Dirty data collection is supported since Ververica Runtime (VVR) 11.5 and is currently available for Kafka data sources only.
Use cases
| Scenario | Approach |
|---|---|
| Log collection pipelines (e.g., app logs from unstructured sources) | Skip a small amount of dirty data to keep the main pipeline running |
| Core business table sync (e.g., orders, account changes) | Set a low threshold and trigger an alert when dirty data is detected for prompt intervention |
| Data exploration phase | Process the full dataset to understand overall data distribution, then handle dirty data separately |
Limitations
-
Connector support: Only the Kafka data source is currently supported. Support for other sources is being gradually added.
-
Collector types: Only the
loggertype is supported. It writes dirty data to a log file namedyaml-dirty-data.out.
This feature is suited for debugging and early production stages. If a large amount of dirty data persists, perform data governance on the upstream system.
Configure the dirty data collector
The following example shows a complete pipeline configuration with dirty data collection and fault tolerance enabled. Copy and adapt it to your deployment:
pipeline:
dirty-data.collector:
name: Kafka-DQ-Collector
type: logger
source:
type: kafka
# Skip the first 100 parsing errors. The job fails if the count exceeds 100.
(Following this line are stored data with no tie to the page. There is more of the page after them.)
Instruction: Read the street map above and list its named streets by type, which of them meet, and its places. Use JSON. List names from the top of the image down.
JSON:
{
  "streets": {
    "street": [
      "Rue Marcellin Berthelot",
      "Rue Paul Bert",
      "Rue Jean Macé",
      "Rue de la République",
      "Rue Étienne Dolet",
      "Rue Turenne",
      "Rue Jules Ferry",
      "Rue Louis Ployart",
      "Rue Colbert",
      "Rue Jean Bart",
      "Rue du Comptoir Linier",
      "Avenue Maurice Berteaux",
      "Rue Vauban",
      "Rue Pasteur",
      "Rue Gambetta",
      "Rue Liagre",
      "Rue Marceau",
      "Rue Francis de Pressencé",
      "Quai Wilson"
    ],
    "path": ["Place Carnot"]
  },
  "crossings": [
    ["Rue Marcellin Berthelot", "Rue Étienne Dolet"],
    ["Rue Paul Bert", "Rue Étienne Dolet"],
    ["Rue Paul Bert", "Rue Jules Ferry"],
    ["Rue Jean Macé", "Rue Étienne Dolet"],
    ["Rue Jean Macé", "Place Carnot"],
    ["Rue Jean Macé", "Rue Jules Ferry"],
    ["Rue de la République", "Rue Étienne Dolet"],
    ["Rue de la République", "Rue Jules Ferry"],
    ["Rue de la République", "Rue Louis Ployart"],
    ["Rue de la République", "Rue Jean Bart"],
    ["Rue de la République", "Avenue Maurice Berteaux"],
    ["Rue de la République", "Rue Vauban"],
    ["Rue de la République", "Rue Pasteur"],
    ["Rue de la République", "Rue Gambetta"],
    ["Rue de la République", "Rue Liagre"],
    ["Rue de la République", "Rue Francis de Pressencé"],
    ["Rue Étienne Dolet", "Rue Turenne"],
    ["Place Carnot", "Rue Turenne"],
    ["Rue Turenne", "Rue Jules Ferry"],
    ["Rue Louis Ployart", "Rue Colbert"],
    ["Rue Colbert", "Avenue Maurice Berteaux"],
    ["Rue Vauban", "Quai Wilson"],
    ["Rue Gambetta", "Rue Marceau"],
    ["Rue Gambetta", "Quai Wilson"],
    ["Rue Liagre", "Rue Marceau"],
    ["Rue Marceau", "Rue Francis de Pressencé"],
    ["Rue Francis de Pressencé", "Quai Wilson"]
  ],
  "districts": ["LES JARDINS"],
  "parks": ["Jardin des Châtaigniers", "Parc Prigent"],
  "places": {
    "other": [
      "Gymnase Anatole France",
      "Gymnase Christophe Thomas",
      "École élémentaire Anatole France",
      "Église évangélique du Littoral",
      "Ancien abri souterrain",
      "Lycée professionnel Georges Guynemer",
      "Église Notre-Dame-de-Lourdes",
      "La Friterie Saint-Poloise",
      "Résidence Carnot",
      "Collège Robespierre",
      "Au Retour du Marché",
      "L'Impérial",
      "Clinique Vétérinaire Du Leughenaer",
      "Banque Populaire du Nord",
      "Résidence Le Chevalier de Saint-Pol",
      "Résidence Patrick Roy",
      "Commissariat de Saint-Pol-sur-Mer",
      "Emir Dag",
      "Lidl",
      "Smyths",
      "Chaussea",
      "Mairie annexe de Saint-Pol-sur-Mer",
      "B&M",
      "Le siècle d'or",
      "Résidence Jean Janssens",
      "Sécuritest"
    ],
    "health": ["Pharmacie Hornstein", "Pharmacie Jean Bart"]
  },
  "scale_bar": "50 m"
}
ingestion.ignore-errors: true
ingestion.error-tolerance.max-count: 100
Pipeline module parameters
The dirty data collector is defined in the Pipeline module under dirty-data.collector.
| Parameter | Description |
|---|---|
name |
The name of the collector. Use a meaningful name, such as Kafka-DQ-Collector. |
type |
The collector type. Currently only logger is supported. It writes dirty data to a log file. |
If dirty-data.collector is not defined, dirty data is not recorded even if fault tolerance is enabled on the source.
Source fault tolerance parameters
Fault tolerance is configured on the Kafka source. For the full list of Kafka connector options, see the Kafka connector document.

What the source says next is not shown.